### [Work item]
Please reproduce, exactly as given, the lines running from the start of the data to the line containing "0 2px,transparent 0", inclusive, and omit the pictures.

### [Stored data]
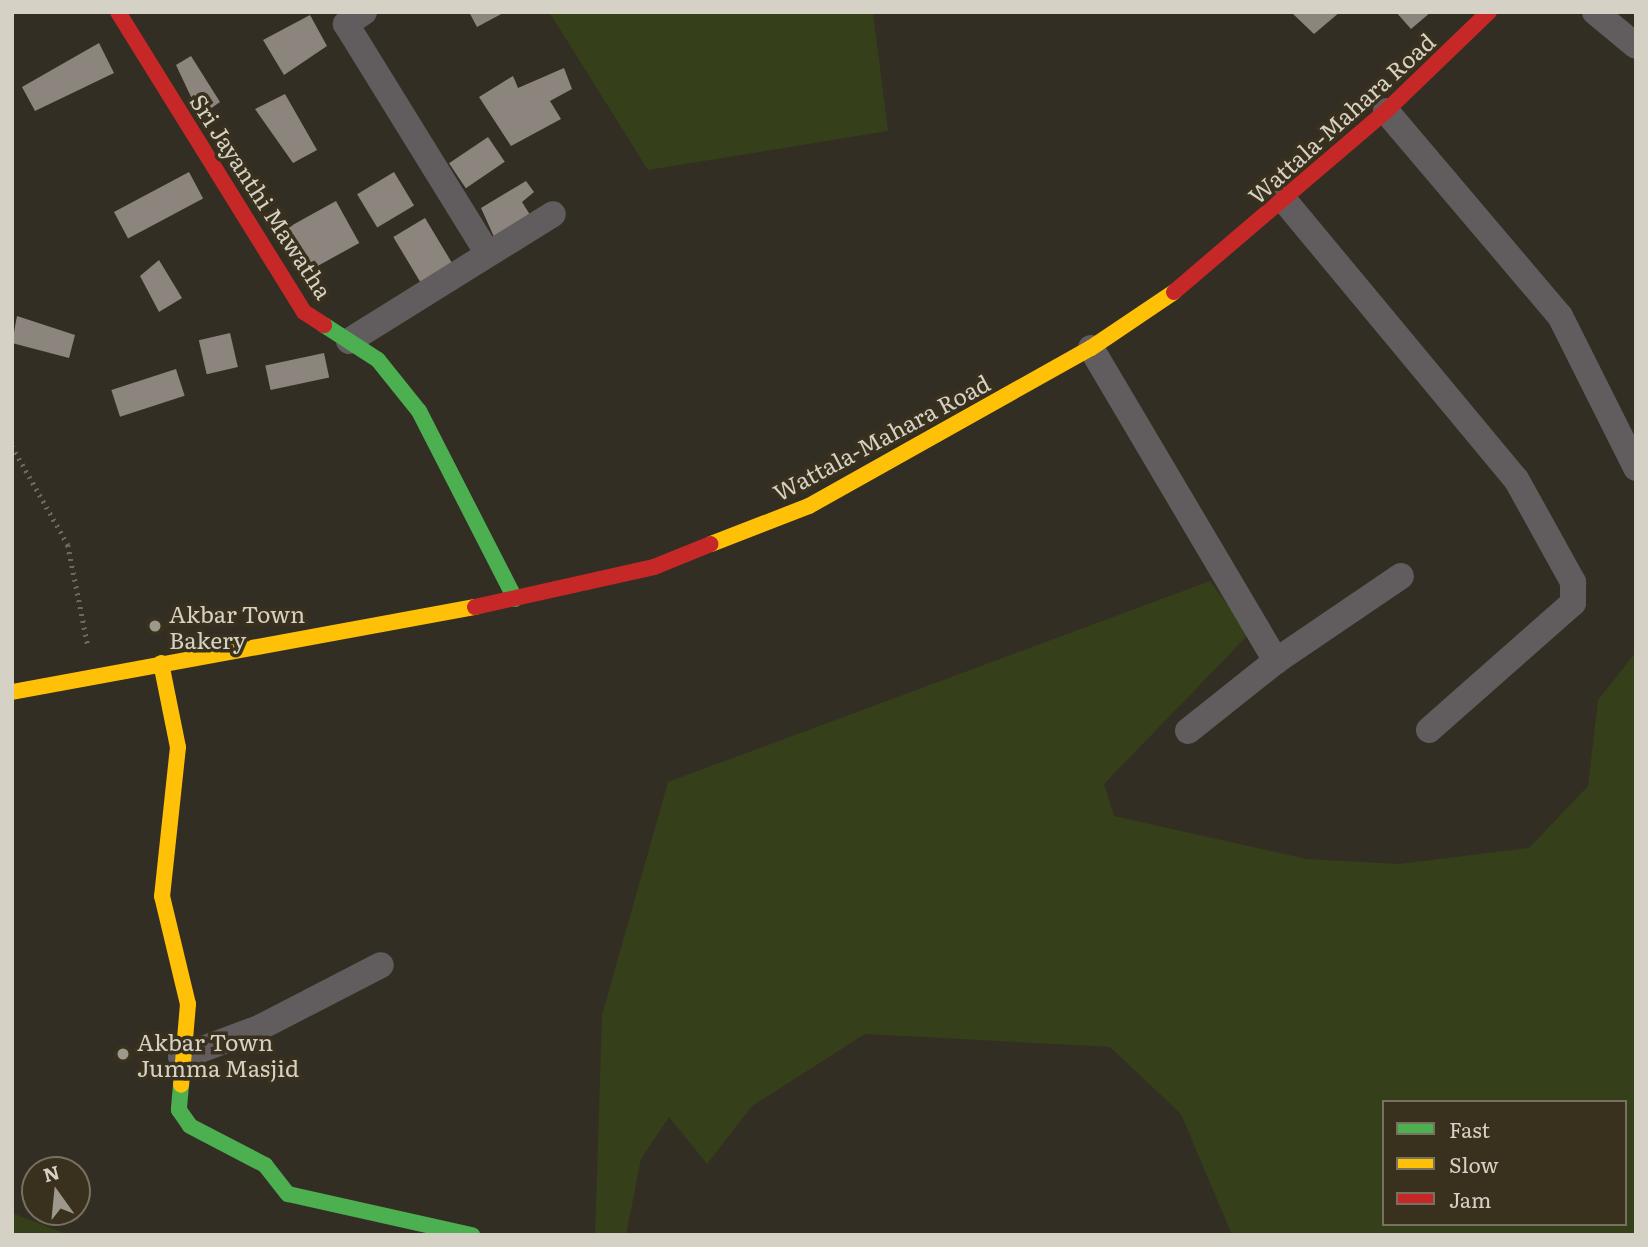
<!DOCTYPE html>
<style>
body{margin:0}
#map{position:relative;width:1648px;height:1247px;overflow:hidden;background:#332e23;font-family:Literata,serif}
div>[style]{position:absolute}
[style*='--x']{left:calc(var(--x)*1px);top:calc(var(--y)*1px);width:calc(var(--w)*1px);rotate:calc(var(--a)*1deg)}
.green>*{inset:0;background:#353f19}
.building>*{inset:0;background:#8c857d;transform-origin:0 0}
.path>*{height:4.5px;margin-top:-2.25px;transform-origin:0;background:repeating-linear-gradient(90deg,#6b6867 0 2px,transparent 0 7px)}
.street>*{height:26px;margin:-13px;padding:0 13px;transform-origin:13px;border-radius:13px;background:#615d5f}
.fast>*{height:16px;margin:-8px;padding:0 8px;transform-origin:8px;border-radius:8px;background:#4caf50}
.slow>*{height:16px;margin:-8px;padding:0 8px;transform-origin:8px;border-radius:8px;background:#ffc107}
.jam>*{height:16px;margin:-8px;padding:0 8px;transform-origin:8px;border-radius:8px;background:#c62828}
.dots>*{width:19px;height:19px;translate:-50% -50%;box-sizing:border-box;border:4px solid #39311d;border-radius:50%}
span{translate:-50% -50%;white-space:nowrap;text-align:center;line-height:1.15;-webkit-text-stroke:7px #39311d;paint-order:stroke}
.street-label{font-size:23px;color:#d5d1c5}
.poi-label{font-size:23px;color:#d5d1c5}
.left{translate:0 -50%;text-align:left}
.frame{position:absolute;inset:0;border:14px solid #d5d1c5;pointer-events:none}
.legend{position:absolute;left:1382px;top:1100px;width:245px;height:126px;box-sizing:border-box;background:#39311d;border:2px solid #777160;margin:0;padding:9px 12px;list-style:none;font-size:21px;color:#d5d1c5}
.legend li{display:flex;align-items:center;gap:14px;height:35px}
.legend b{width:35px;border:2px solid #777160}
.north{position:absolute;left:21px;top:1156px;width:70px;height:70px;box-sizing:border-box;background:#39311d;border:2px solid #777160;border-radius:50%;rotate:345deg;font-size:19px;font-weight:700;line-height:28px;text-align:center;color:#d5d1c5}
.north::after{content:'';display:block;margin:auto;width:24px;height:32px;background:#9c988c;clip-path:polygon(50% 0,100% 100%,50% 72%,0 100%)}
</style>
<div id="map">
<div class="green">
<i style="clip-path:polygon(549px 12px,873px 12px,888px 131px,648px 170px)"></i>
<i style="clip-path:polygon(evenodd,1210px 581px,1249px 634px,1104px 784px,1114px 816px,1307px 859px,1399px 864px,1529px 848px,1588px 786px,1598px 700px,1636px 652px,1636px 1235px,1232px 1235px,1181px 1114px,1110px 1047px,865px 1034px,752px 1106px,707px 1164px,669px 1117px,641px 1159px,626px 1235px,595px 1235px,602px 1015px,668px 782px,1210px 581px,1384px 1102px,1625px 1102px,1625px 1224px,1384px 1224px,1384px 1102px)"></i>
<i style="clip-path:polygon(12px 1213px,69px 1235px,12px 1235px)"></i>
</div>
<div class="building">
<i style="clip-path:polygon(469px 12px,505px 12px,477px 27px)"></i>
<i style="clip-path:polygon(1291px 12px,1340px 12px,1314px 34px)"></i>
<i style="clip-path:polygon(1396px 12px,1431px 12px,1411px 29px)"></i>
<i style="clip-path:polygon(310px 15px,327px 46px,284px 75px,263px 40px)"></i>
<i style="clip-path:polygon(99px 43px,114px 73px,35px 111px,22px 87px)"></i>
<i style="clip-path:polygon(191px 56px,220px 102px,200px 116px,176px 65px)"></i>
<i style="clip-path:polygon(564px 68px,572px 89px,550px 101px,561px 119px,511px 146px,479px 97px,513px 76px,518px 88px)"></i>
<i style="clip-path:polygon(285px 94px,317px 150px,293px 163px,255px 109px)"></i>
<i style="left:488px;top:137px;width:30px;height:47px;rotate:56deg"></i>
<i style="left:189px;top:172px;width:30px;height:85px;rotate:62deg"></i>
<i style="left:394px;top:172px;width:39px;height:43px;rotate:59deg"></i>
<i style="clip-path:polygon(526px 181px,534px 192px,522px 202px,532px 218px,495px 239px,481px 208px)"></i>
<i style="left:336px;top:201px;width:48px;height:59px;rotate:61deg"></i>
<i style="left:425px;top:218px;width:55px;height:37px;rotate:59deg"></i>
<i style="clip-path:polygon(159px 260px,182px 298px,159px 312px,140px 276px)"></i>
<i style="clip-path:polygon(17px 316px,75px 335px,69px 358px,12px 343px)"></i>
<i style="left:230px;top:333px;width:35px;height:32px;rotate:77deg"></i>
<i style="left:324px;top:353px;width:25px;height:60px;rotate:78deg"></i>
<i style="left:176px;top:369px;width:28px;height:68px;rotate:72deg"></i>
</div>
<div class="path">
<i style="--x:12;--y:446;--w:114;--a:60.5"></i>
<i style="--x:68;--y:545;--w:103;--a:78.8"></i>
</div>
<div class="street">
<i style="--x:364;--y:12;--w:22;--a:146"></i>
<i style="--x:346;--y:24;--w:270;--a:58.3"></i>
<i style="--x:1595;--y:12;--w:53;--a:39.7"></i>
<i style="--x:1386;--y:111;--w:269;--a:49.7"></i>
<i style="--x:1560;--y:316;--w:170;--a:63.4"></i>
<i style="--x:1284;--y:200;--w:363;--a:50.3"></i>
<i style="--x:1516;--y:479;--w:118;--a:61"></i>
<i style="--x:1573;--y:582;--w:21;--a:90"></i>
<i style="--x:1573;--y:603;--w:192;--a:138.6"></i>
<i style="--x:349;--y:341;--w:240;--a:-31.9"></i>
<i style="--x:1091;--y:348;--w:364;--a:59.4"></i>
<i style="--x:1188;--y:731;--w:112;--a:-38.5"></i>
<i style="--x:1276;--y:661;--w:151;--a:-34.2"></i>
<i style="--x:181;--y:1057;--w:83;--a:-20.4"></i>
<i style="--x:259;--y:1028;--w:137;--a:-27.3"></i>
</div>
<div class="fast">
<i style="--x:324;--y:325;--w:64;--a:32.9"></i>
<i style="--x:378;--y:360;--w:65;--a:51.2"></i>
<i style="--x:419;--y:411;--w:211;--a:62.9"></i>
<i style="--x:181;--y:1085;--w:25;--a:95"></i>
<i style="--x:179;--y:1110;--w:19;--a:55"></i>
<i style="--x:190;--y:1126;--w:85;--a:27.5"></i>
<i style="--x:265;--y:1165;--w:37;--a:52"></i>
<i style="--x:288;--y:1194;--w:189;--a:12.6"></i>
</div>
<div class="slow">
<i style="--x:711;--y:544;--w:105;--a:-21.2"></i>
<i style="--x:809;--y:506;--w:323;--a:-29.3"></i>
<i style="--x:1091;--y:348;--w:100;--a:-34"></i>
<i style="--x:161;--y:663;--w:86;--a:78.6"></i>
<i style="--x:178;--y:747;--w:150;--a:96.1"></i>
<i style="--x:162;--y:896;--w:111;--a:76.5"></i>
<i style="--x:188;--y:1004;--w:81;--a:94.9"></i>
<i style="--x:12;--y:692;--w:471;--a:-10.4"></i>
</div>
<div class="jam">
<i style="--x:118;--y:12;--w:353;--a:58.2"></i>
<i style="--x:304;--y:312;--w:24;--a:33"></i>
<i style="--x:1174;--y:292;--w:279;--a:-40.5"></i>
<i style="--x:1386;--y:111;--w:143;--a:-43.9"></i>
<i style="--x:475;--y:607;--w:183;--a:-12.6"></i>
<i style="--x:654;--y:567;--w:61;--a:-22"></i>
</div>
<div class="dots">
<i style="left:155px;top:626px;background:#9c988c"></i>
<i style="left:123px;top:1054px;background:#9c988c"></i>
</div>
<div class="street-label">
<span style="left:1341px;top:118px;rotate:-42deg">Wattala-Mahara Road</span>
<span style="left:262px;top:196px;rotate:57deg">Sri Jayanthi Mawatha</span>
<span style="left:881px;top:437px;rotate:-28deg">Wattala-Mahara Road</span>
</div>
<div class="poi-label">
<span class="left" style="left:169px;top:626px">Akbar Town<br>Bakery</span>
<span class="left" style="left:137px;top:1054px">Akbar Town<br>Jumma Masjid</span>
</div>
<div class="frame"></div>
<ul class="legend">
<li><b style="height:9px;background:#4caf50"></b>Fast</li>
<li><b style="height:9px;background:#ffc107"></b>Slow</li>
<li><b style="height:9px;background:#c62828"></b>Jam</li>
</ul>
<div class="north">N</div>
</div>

### [Solution to the exercise]
<!DOCTYPE html>
<style>
body{margin:0}
#map{position:relative;width:1648px;height:1247px;overflow:hidden;background:#332e23;font-family:Literata,serif}
div>[style]{position:absolute}
[style*='--x']{left:calc(var(--x)*1px);top:calc(var(--y)*1px);width:calc(var(--w)*1px);rotate:calc(var(--a)*1deg)}
.green>*{inset:0;background:#353f19}
.building>*{inset:0;background:#8c857d;transform-origin:0 0}
.path>*{height:4.5px;margin-top:-2.25px;transform-origin:0;background:repeating-linear-gradient(90deg,#6b6867 0 2px,transparent 0 7px)}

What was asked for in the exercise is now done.